Chordiant unveiled a full teller system, already successfully deployed in Europe, which provides a common interface that takes into account the skills of the teller or personal banker using the system, and makes it possible for individual branch managers to customize the personalization and business rules being applied under their management.
Last, Microsoft has pulled its banking solutions under a single marketing umbrella, Experience Banking, which focuses on unifying the customer experience across banking channels.
Ian Jacobs, CRM principal analyst at Current Analysis, says, however, that these developments are not a sign that banks are interested in substantially expanding their face-to-face operations. "I don't think the idea is that they want Citibank to go out and hire 10,000 new tellers, or for tellers to all of a sudden be bombarding people with offers. In theory they are trying to do things in a smarter way."

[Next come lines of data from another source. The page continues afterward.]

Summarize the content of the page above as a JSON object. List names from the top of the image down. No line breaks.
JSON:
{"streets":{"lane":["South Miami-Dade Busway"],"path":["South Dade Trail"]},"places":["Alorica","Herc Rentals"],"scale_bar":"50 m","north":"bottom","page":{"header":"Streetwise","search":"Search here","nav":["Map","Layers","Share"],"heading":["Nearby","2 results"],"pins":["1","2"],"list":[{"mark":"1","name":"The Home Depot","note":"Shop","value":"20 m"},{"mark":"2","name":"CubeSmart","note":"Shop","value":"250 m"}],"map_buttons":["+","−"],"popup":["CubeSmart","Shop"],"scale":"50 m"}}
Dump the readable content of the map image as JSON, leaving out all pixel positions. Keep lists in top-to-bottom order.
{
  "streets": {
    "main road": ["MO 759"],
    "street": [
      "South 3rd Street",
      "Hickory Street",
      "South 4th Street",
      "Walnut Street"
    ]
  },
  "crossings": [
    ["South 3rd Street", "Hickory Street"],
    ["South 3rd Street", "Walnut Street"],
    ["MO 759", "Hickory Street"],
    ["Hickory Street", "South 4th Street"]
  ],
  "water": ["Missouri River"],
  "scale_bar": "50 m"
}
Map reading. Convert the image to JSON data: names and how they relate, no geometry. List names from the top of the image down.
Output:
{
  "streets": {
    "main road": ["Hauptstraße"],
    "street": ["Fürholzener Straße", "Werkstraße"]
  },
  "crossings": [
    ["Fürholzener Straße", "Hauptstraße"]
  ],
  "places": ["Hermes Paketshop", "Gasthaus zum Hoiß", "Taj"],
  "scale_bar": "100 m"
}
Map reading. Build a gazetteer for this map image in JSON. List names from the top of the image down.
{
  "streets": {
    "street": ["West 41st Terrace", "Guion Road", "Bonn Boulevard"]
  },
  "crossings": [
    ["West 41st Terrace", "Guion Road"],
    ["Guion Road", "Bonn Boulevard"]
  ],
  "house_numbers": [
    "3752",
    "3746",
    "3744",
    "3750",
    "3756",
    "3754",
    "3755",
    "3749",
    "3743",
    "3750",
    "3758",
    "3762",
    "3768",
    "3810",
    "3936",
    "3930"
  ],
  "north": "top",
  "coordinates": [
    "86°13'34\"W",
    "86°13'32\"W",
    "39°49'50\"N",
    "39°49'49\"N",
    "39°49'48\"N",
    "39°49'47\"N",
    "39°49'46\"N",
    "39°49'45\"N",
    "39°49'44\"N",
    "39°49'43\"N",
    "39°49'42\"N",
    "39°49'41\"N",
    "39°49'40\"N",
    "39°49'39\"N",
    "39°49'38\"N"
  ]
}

Ultimately, the goal of any banking technology overhaul will be to vastly improve the intelligence behind face-to-face cross-selling, which has historically not been a strong point of the financial services industry. "Some of these things [already] happen informally, but they happen sloppily," Jacobs says. "You go into a branch and it's credit card week, so tellers will have a pamphlet they hand to every customer."
Better coordination will allow tellers and personal bankers to exchange more information electronically, and to reduce the amount of time spent bouncing customers between windows and desks. "These are things that seem obvious from a customer point of view," Jacobs says, "but, because banks have been thinking about trying to cut labor costs and have fewer tellers on and fewer branches staffed," they have missed opportunities to integrate sooner.